Section 1.02. Other Definitions.
Defined in
Term Section
---- -------
"Affiliate Transaction".................................. 4.11
"Authentication Order"................................... 2.02
"Change of Control Offer"................................ 4.15
"Change of Control Payment".............................. 4.15
"Change of Control Payment Date"......................... 4.15
"Covenant Defeasance".................................... 8.03
"DTC".................................................... 2.03
"Event of Default"....................................... 6.01
"Fall-Away Event"........................................ 4.10
"incur".................................................. 4.09
"Legal Defeasance"....................................... 8.02
"Payment Default"........................................ 6.01
"Paying Agent"........................................... 2.03
"Permitted Debt"......................................... 4.09
"Registrar".............................................. 2.03
"Restricted Payments".................................... 4.07
Section 1.03. Incorporation by Reference of Trust Indenture Act.
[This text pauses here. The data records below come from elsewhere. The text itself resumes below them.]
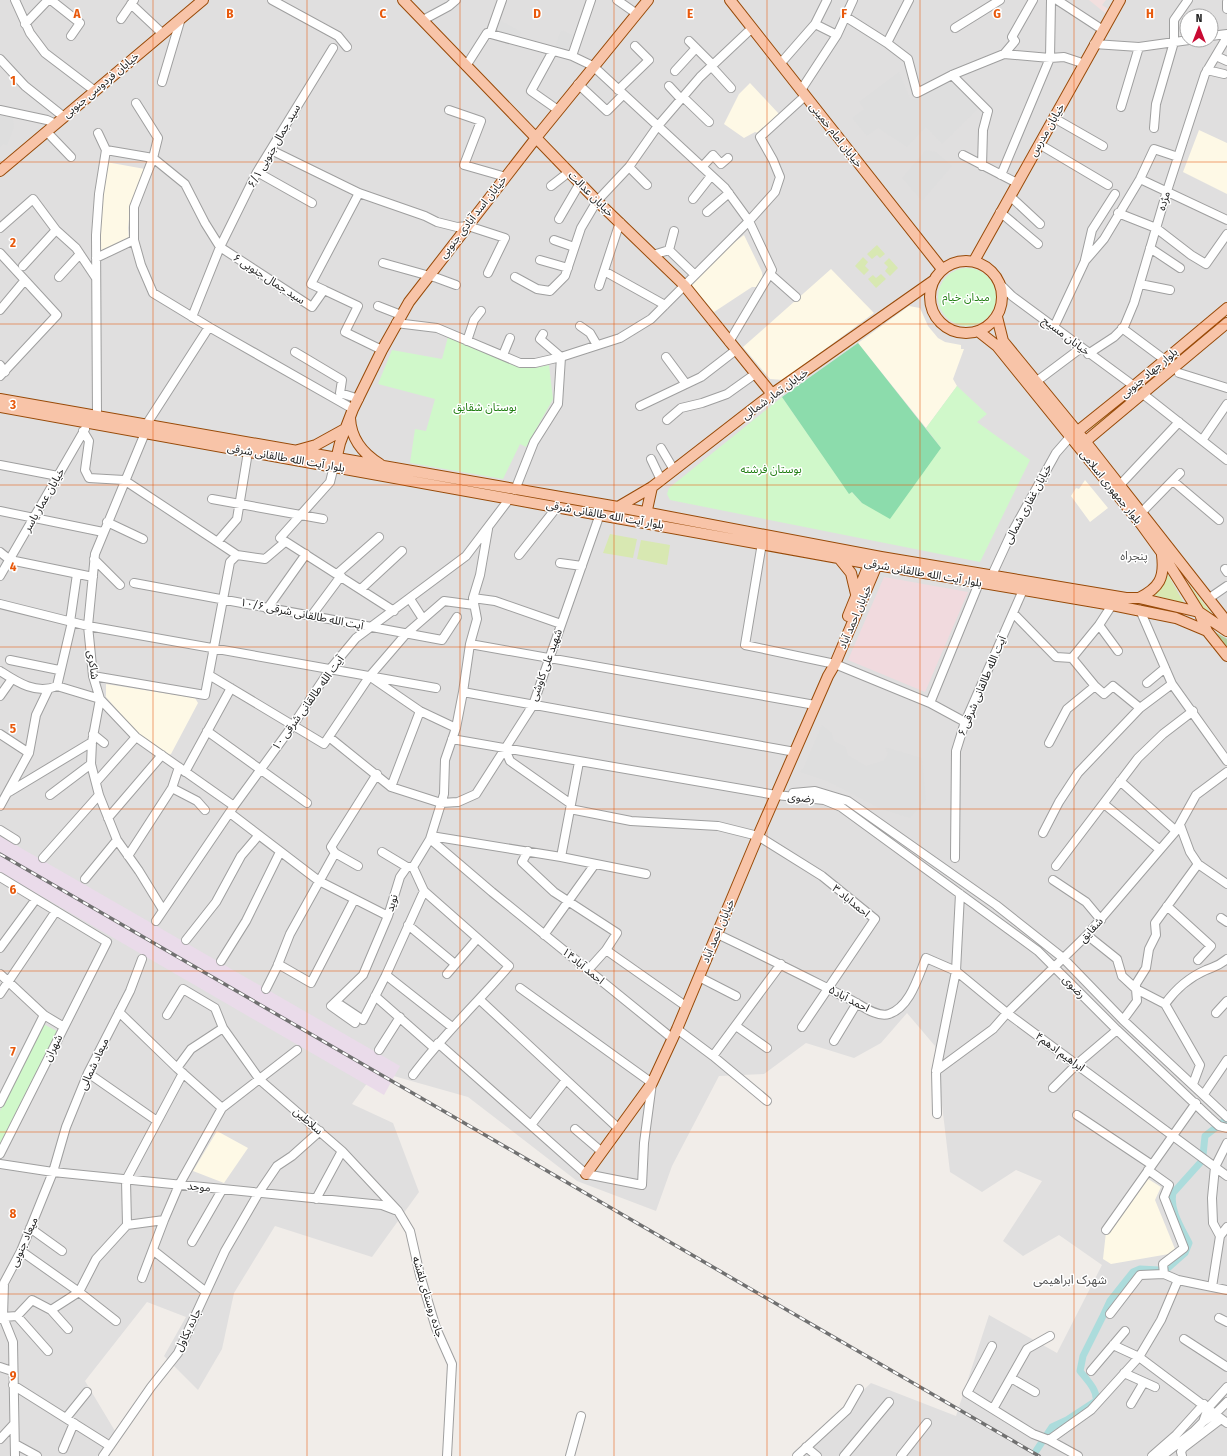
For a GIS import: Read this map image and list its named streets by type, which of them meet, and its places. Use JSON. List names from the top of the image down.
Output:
{
  "streets": {
    "main road": [
      "خیابان فردوسی جنوبی",
      "خیابان مدرس",
      "خیابان امام خمینی",
      "خیابان عدالت",
      "خیابان اسد آبادی جنوبی",
      "بلوار جهاد جنوبی",
      "خیابان تمار شمالی",
      "بلوار آیت الله طالقانی شرقی",
      "بلوار جمهوری اسلامی",
      "خیابان احمد آباد"
    ],
    "street": [
      "سید جمال جنوبی ۶/۱",
      "مژده",
      "سید جمال جنوبی ۶",
      "خیابان مسیح",
      "خیابان عمار یاسر",
      "خیابان غفاری شمالی",
      "آیت الله طالقانی شرقی ۱۰/۶",
      "شاکری",
      "شهید علی کاوشی",
      "آیت الله طالقانی شرقی ۶",
      "آیت الله طالقانی شرقی ۱۰",
      "رضوی",
      "احمداباد ۳",
      "نوید",
      "شقایق",
      "احمد آباد۱۴",
      "احمد آباد۵",
      "شهران",
      "ابراهیم ادهم۴",
      "میعاد شمالی",
      "سلاطین",
      "موحد",
      "میعاد جنوبی",
      "جاده روستای بلقشه",
      "جاده بکاول"
    ]
  },
  "crossings": [
    ["خیابان مدرس", "خیابان امام خمینی"],
    ["خیابان مدرس", "خیابان مسیح"],
    ["خیابان مدرس", "خیابان تمار شمالی"],
    ["خیابان مدرس", "بلوار جمهوری اسلامی"],
    ["خیابان امام خمینی", "خیابان مسیح"],
    ["خیابان امام خمینی", "خیابان تمار شمالی"],
    ["خیابان امام خمینی", "بلوار جمهوری اسلامی"],
    ["سید جمال جنوبی ۶/۱", "سید جمال جنوبی ۶"],
    ["خیابان عدالت", "خیابان اسد آبادی جنوبی"],
    ["خیابان عدالت", "خیابان تمار شمالی"],
    ["مژده", "خیابان مسیح"],
    ["خیابان اسد آبادی جنوبی", "بلوار آیت الله طالقانی شرقی"],
    ["خیابان مسیح", "بلوار جهاد جنوبی"],
    ["خیابان مسیح", "خیابان تمار شمالی"],
    ["خیابان مسیح", "بلوار جمهوری اسلامی"],
    ["بلوار جهاد جنوبی", "بلوار جمهوری اسلامی"],
    ["بلوار جهاد جنوبی", "خیابان غفاری شمالی"],
    ["خیابان تمار شمالی", "بلوار آیت الله طالقانی شرقی"],
    ["خیابان تمار شمالی", "بلوار جمهوری اسلامی"],
    ["بلوار آیت الله طالقانی شرقی", "بلوار جمهوری اسلامی"],
    ["بلوار آیت الله طالقانی شرقی", "خیابان عمار یاسر"],
    ["بلوار آیت الله طالقانی شرقی", "خیابان غفاری شمالی"],
    ["بلوار آیت الله طالقانی شرقی", "خیابان احمد آباد"],
    ["بلوار آیت الله طالقانی شرقی", "شاکری"],
    ["بلوار آیت الله طالقانی شرقی", "شهید علی کاوشی"],
    ["بلوار آیت الله طالقانی شرقی", "آیت الله طالقانی شرقی ۶"],
    ["بلوار آیت الله طالقانی شرقی", "آیت الله طالقانی شرقی ۱۰"],
    ["بلوار جمهوری اسلامی", "خیابان غفاری شمالی"],
    ["آیت الله طالقانی شرقی ۱۰/۶", "آیت الله طالقانی شرقی ۱۰"],
    ["خیابان احمد آباد", "رضوی"],
    ["خیابان احمد آباد", "احمداباد ۳"],
    ["خیابان احمد آباد", "احمد آباد۱۴"],
    ["خیابان احمد آباد", "احمد آباد۵"],
    ["شاکری", "آیت الله طالقانی شرقی ۱۰"],
    ["شهید علی کاوشی", "نوید"],
    ["رضوی", "شقایق"],
    ["احمداباد ۳", "احمد آباد۵"],
    ["نوید", "احمد آباد۱۴"],
    ["شقایق", "ابراهیم ادهم۴"],
    ["احمد آباد۵", "ابراهیم ادهم۴"],
    ["میعاد شمالی", "موحد"],
    ["میعاد شمالی", "میعاد جنوبی"],
    ["سلاطین", "موحد"],
    ["سلاطین", "جاده روستای بلقشه"],
    ["سلاطین", "جاده بکاول"],
    ["موحد", "میعاد جنوبی"],
    ["موحد", "جاده روستای بلقشه"],
    ["موحد", "جاده بکاول"]
  ],
  "districts": ["پنجراه", "شهرک ابراهیمی"],
  "parks": ["میدان خیام", "بوستان شقایق", "بوستان فرشته"],
  "north": "top",
  "grid": {
    "columns": [
      "A",
      "B",
      "C",
      "D",
      "E",
      "F",
      "G",
      "H"
    ],
    "rows": [
      "1",
      "2",
      "3",
      "4",
      "5",
      "6",
      "7",
      "8",
      "9"
    ]
  }
}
Whenever this Indenture refers to a provision of the TIA, the provision
is incorporated by reference in and made a part of this Indenture.
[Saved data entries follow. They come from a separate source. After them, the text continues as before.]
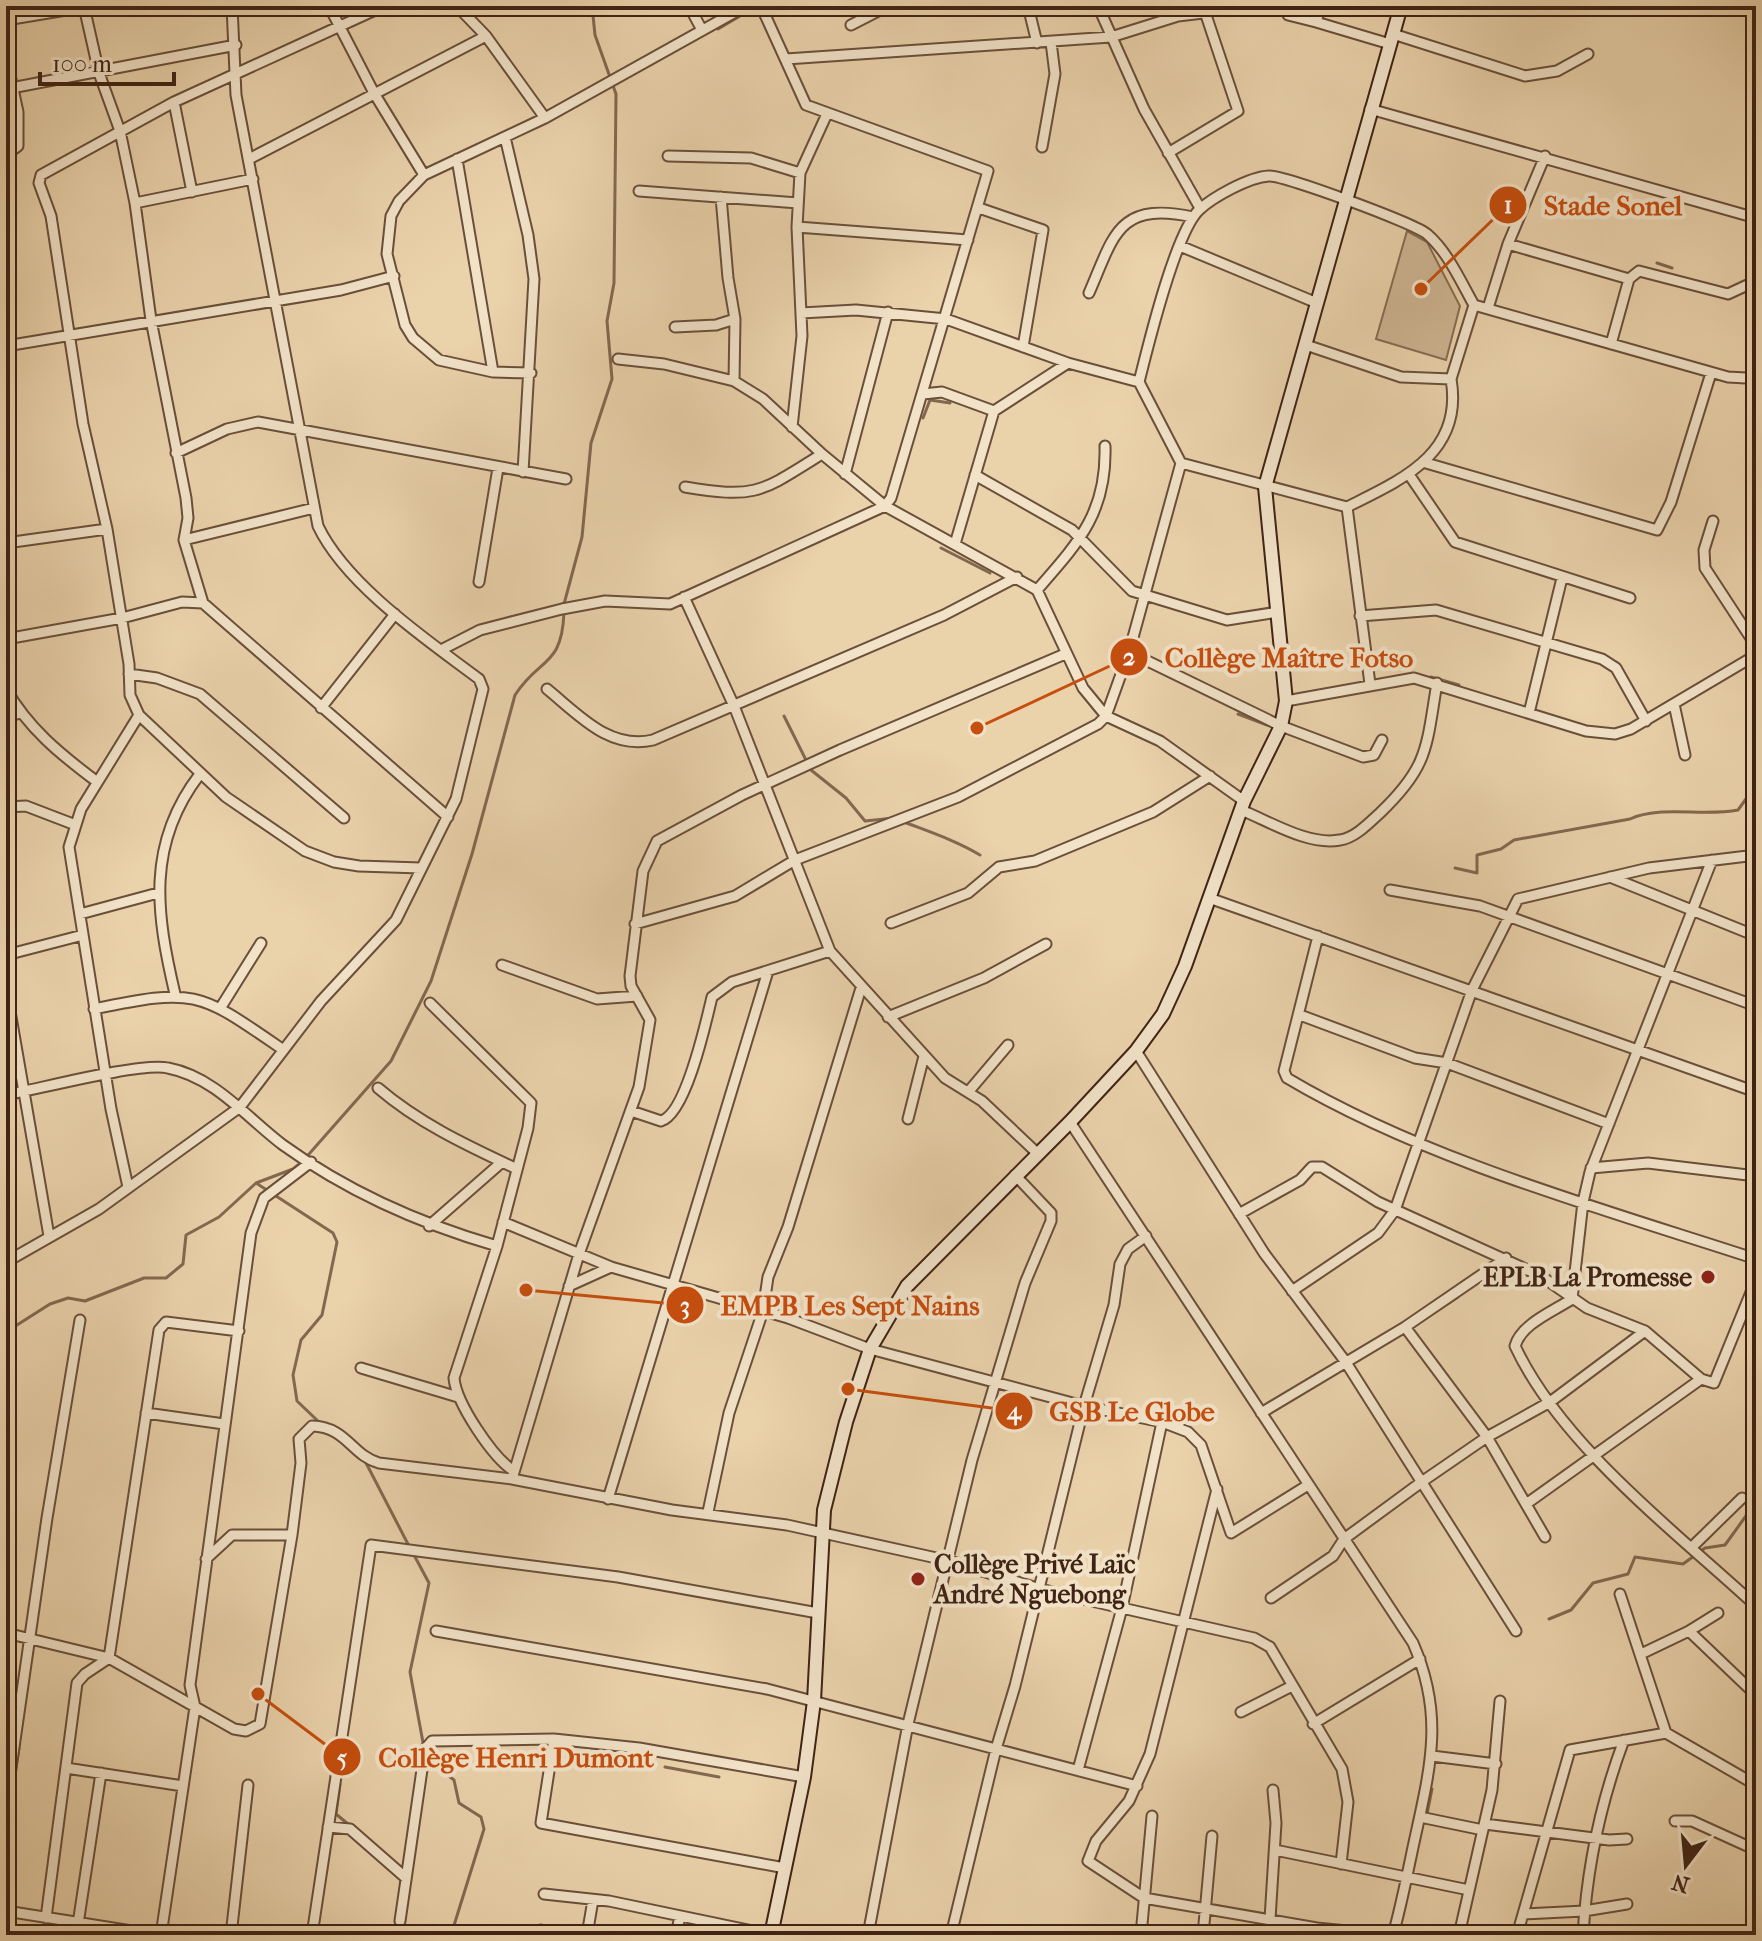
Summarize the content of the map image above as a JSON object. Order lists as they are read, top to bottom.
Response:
{
  "places": [
    "Stade Sonel",
    "Collège Maître Fotso",
    "EPLB La Promesse",
    "EMPB Les Sept Nains",
    "GSB Le Globe",
    "Collège Privé Laïc André Nguebong",
    "Collège Henri Dumont"
  ],
  "scale_bar": "100 m",
  "north": "bottom"
}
The following TIA terms used in this Indenture have the following
meanings:
"indenture securities" means the Notes;
"indenture security Holder" means a Holder of a Note;
16
23
"indenture to be qualified" means this Indenture;
"indenture trustee" or "institutional trustee" means the Trustee; and
"obligor" on the Notes and the Note Guarantees means the Company and
the Guarantors, respectively, and any successor obligor upon the Notes and the
Note Guarantees, respectively.
All other terms used in this Indenture that are defined by the TIA,
defined by TIA reference to another statute or defined by SEC rule under the TIA
have the meanings so assigned to them.
Section 1.04. Rules of Construction.
Unless the context otherwise requires:
(a) a term has the meaning assigned to it;
(b) an accounting term not otherwise defined has the meaning
assigned to it in accordance with GAAP;
(c) "or" is not exclusive;
(d) words in the singular include the plural, and in the plural
include the singular;
(e) provisions apply to successive events and transactions; and
(f) references to sections of or rules under the Securities Act
shall be deemed to include substitute, replacement or successor sections or
rules adopted by the SEC from time to time.
ARTICLE 2
THE NOTES
Section 2.01. Form and Dating.
(a) General. The Notes and the Trustee's certificate of
authentication shall be substantially in the form of Exhibit A hereto. The Notes
may have notations, legends or endorsements required by law, stock exchange rule
or usage. Each Note shall be dated the date of its authentication. The Notes
shall be in denominations of $1,000 and integral multiples thereof.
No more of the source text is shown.